Eventually, PayPal would crush the beef with Visa and Mastercard, signing an agreement that essentially agreed to stop discouraging users from funding PayPal accounts with Visa and Mastercard cards. In return, Visa agreed to compensate PayPal for generating more transactions through its network. However, PayPal also scored a major victory in the deal. In the agreement, Visa allowed PayPal to leverage its technology to allow its own customers to use PayPal to transact at physical stores. Previously, PayPal was largely an online payment solution, but back then it wanted to make its payment options more widely available and move into transactions in physical stores.
Since then, PayPal has continued to partner with Mastercard and Visa. Each has repeatedly agreed to further promote the other’s various payment capabilities to their potential customers. PayPal also selected Mastercard to manage its PayPal-branded credit card and Visa to manage its Venmo-branded credit card.

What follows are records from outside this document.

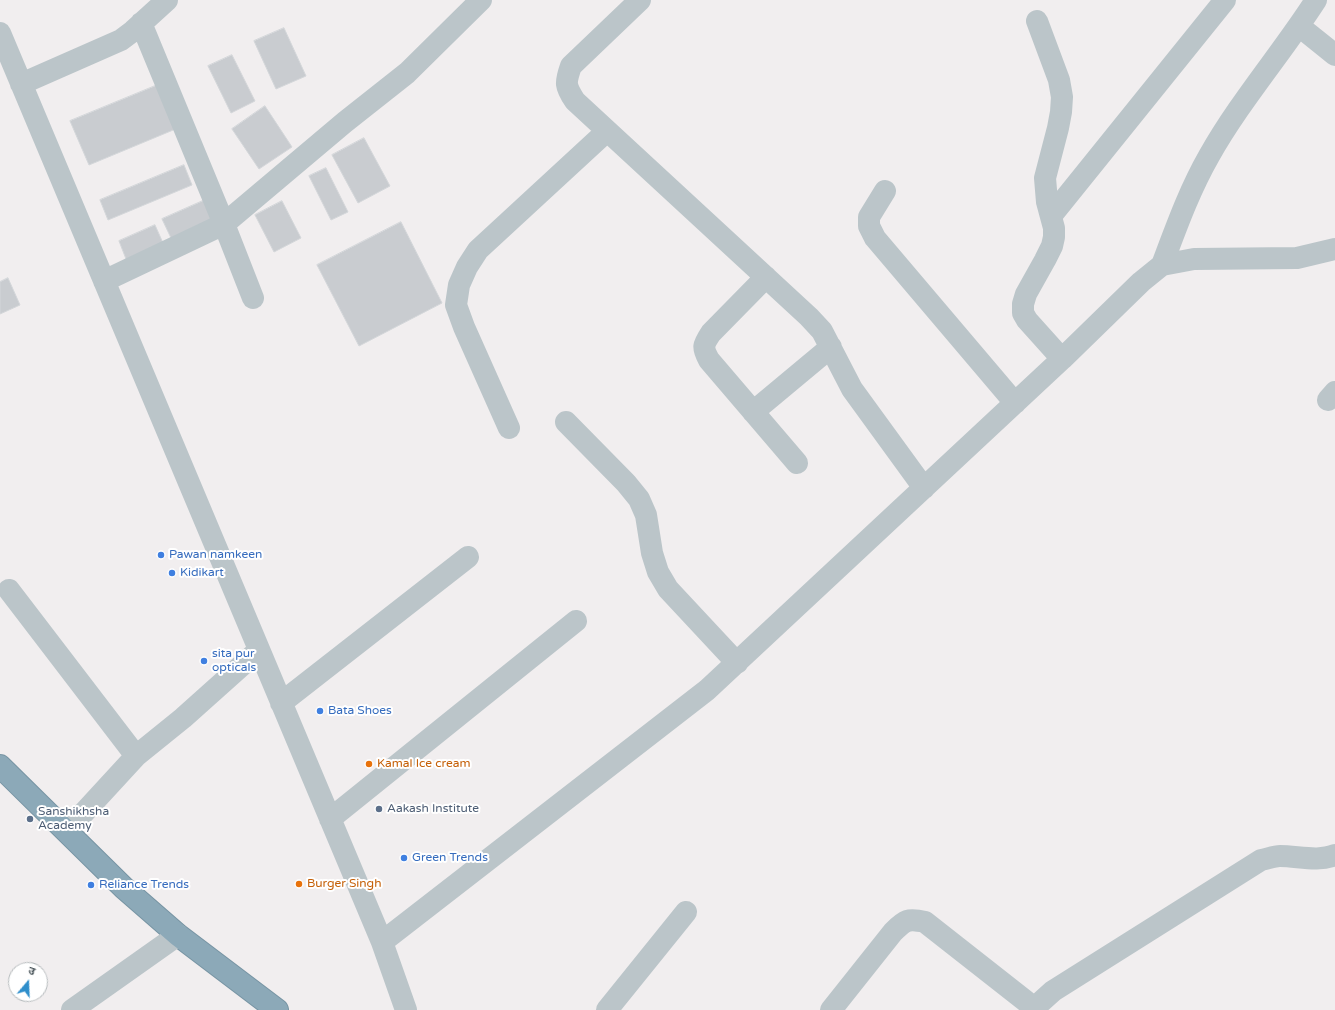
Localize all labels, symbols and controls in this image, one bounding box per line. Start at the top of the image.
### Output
place label: Pawan namkeen [169,548,262,562]
marker: Pawan namkeen [156,550,166,560]
place label: Kidikart [180,566,224,580]
marker: Kidikart [167,568,177,578]
place label: sita pur opticals [212,647,256,675]
marker: sita pur opticals [199,656,209,666]
place label: Bata Shoes [328,704,392,718]
marker: Bata Shoes [315,706,325,716]
place label: Kamal Ice cream [377,757,471,771]
marker: Kamal Ice cream [364,759,374,769]
place label: Aakash Institute [387,802,479,816]
marker: Aakash Institute [374,804,384,814]
place label: Sanshikhsha Academy [38,805,109,833]
marker: Sanshikhsha Academy [25,814,35,824]
place label: Green Trends [412,851,488,865]
marker: Green Trends [399,853,409,863]
place label: Burger Singh [307,877,381,891]
place label: Reliance Trends [99,878,189,892]
marker: Burger Singh [294,879,304,889]
marker: Reliance Trends [86,880,96,890]
north arrow [8,962,48,1002]
text: उ [27,964,37,978]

Why partnerships are useful
Overall, while PayPal, in a sense, could make more money by keeping money in its ecosystem and funding more accounts through ACH, Visa and Mastercard likely have the financial resources to compete. Ultimately, these three payment companies can help each other, with PayPal allowing customers to fund their accounts with Visa and Mastercard debit cards, and Visa and Mastercard making it easier for PayPal to offer more payment options. in-store payment. The more payment choices consumers and merchants have, the more volume they are likely to generate. Additionally, by competing less with each other, PayPal, Visa, and Mastercard can focus on their other competitors in the payments space.
This article represents the opinion of the author, who may disagree with the “official” recommendation position of a high-end advice service Motley Fool. We are heterogeneous! Challenging an investing thesis — even one of our own — helps us all think critically about investing and make decisions that help us become smarter, happier, and wealthier.